Community Group Advocacy and Social Change Lawyering Clinic

About the Clinic:

The Community Group Advocacy and Social Change Lawyering Clinic is designed for students seriously considering a career in social change lawyering and interested in learning how to work as effective partners with community groups. The Clinic, which is only offered in Spring semester, focuses on the range of skills and persuasive strategies that social change lawyers utilize, including: grassroots lobbying and legislation drafting, community organizing/mobilizing, community legal education and media campaigns, organizing public hearings, and occasionally impact litigation. Students work in two-person teams and are placed with Bay Area social justice lawyers or community groups to work 20 hours per week on a defined project affecting lower-income, working-class, of-color, and other marginalized communities.

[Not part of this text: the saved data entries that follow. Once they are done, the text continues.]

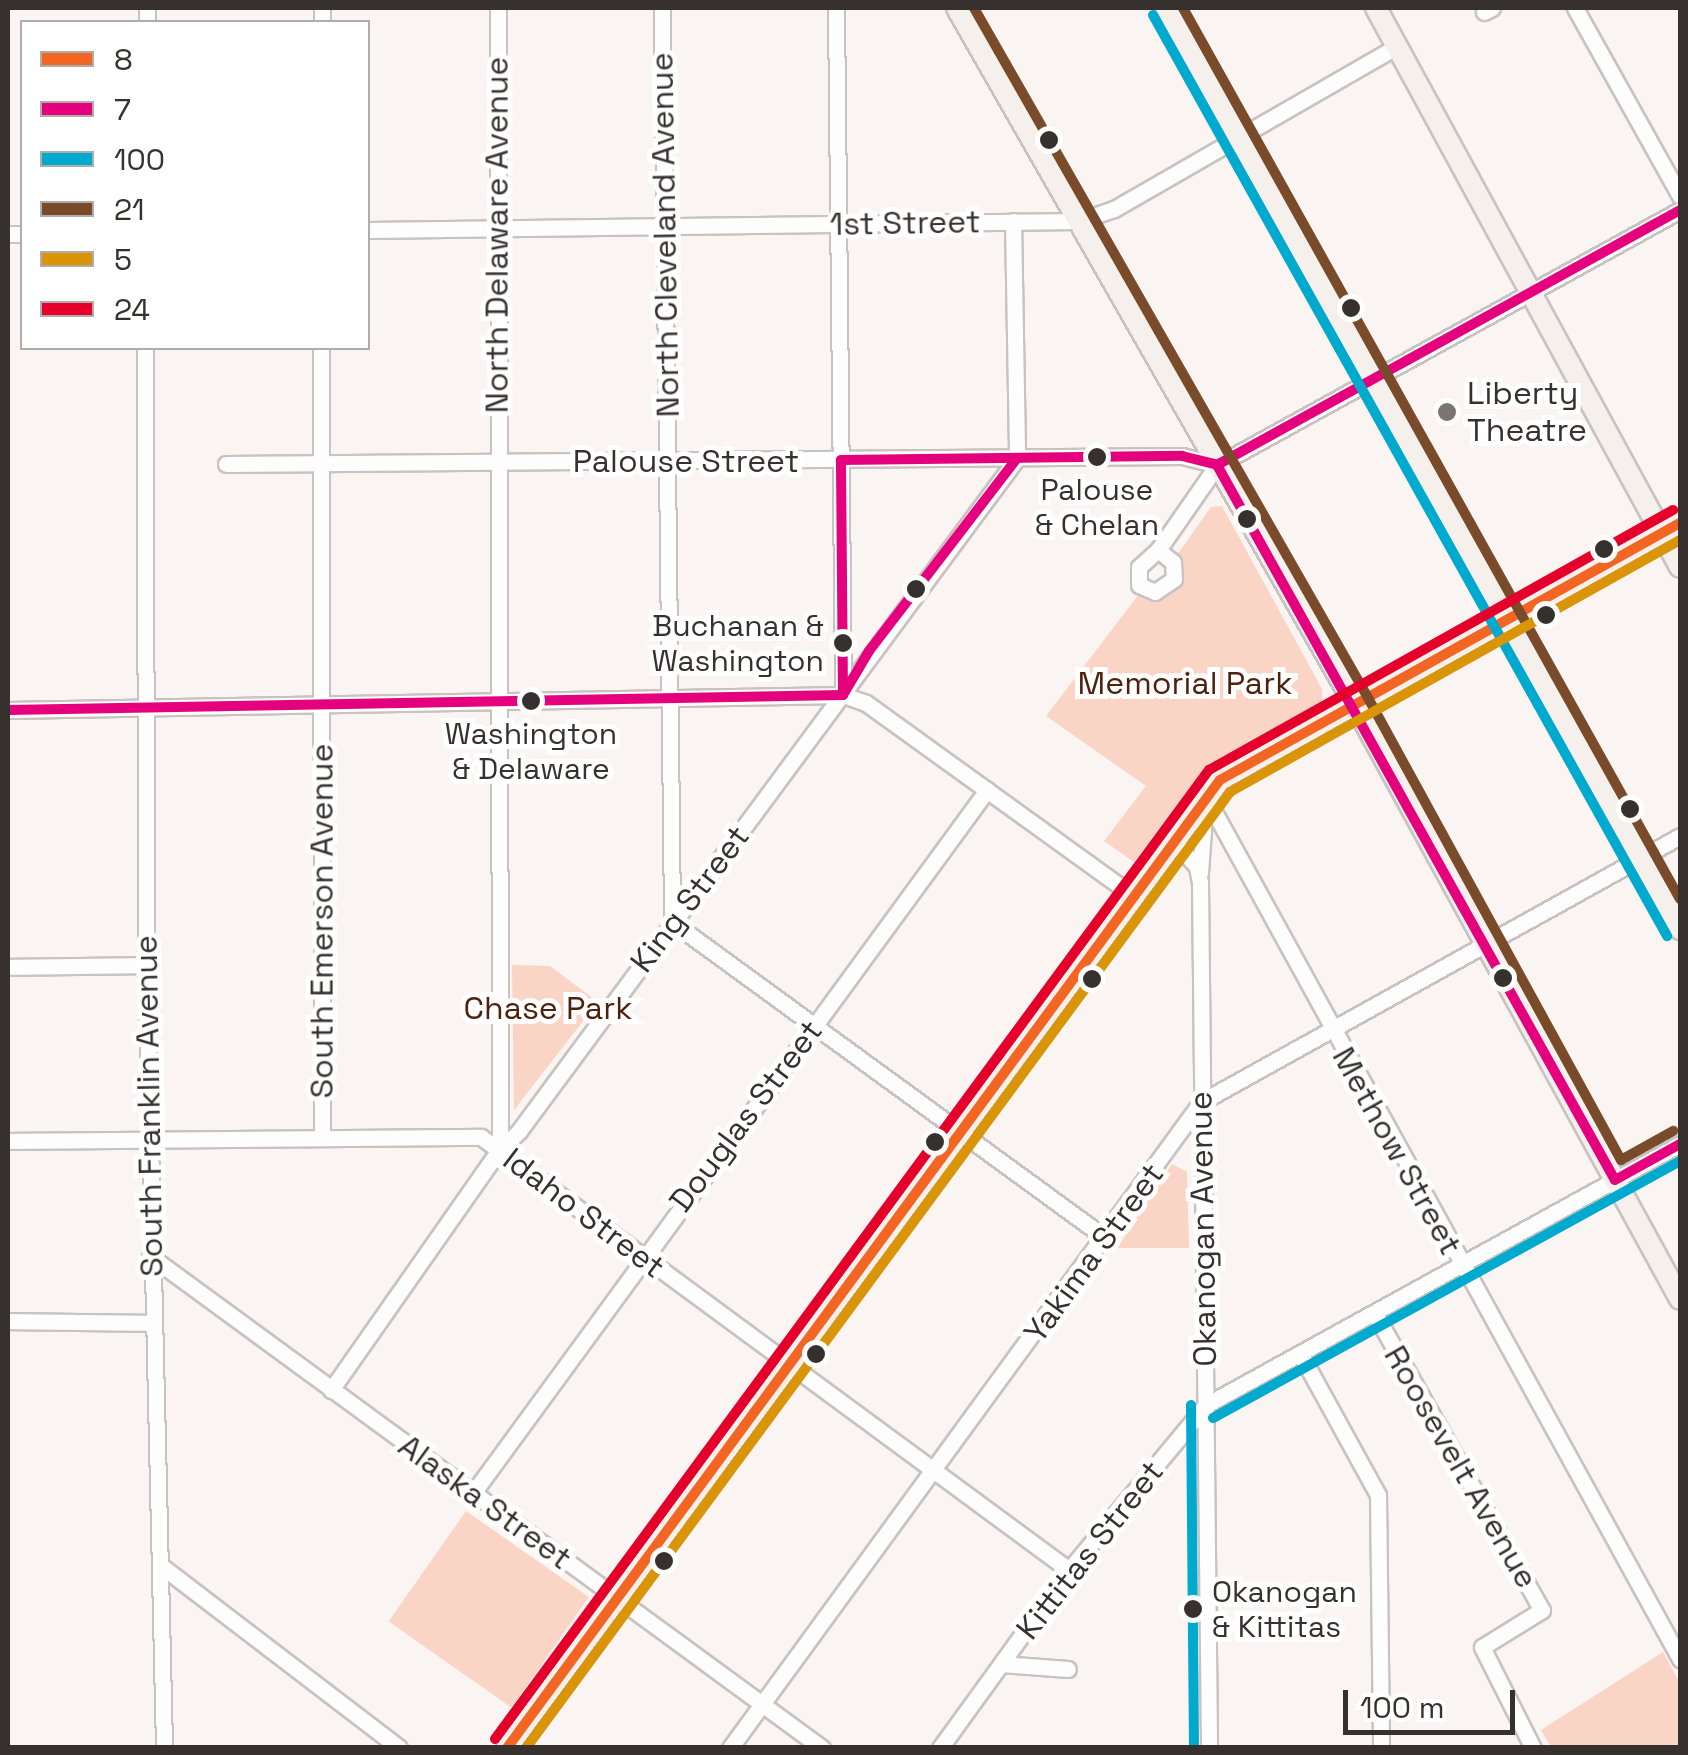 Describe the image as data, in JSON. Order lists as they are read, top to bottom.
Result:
{
  "streets": {
    "street": [
      "1st Street",
      "North Delaware Avenue",
      "North Cleveland Avenue",
      "Palouse Street",
      "King Street",
      "South Emerson Avenue",
      "South Franklin Avenue",
      "Douglas Street",
      "Methow Street",
      "Idaho Street",
      "Okanogan Avenue",
      "Yakima Street",
      "Roosevelt Avenue",
      "Alaska Street",
      "Kittitas Street"
    ]
  },
  "crossings": [
    ["1st Street", "North Delaware Avenue"],
    ["1st Street", "North Cleveland Avenue"],
    ["North Delaware Avenue", "Palouse Street"],
    ["North Delaware Avenue", "King Street"],
    ["North Delaware Avenue", "Idaho Street"],
    ["North Cleveland Avenue", "Palouse Street"],
    ["North Cleveland Avenue", "King Street"],
    ["Palouse Street", "King Street"],
    ["Palouse Street", "South Emerson Avenue"],
    ["King Street", "Idaho Street"],
    ["King Street", "Alaska Street"],
    ["South Emerson Avenue", "Idaho Street"],
    ["South Franklin Avenue", "Idaho Street"],
    ["South Franklin Avenue", "Alaska Street"],
    ["Douglas Street", "Idaho Street"],
    ["Douglas Street", "Alaska Street"],
    ["Methow Street", "Okanogan Avenue"],
    ["Methow Street", "Yakima Street"],
    ["Methow Street", "Kittitas Street"],
    ["Idaho Street", "Yakima Street"],
    ["Idaho Street", "Kittitas Street"],
    ["Okanogan Avenue", "Yakima Street"],
    ["Okanogan Avenue", "Kittitas Street"],
    ["Yakima Street", "Alaska Street"],
    ["Roosevelt Avenue", "Kittitas Street"]
  ],
  "parks": ["Memorial Park", "Chase Park"],
  "places": [
    "Liberty Theatre",
    "Palouse & Chelan",
    "Buchanan & Washington",
    "Washington & Delaware",
    "Okanogan & Kittitas"
  ],
  "lines": [
    "transit line 21",
    "transit line 100",
    "transit line 7",
    "transit line 24",
    "transit line 8",
    "transit line 5"
  ],
  "legend": [
    "8",
    "7",
    "100",
    "21",
    "5",
    "24"
  ],
  "scale_bar": "100 m"
}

Collectively, the projects introduce students to the broad range of approaches to making social change and working collaboratively with community groups.

Clinical Instructor:

The Clinic is taught by Ascanio Piomelli, advisor to the Social Justice Lawyering Concentration, and an analyst and proponent of what has variously been labeled as a "democratic," "collaborative," or "rebellious" approach to social change lawyering.

Examples of Recent Projects:

  • Students worked with a statewide coalition of domestic workers’ organizations to lay the groundwork for passage of a Domestic Workers Bill of Rights;
  • Students worked with the San Francisco Human Rights Commission to design and organize a public hearing on “The Human Rights Impact of the War on Drugs” on San Francisco residents and communities;
  • Students worked with Legal Services for Children to advise an East Bay continuation high school on how to augment or replace traditional school discipline measures with restorative justice principles and practices;
  • Students worked with the Immigrant Legal Resource Center to educate a local collaborative of East Bay immigration service providers on best practices for conducting large group-processing events to help legal permanent residents complete their application to become naturalized citizens.
  • Students worked with Tenants Together (a statewide tenants’ organization) and tenants in Merced, California, to draft and lobby for a just cause for eviction ordinance to prevent banks from evicting rent-paying tenants from rental housing simply because their landlord lost the property through foreclosure.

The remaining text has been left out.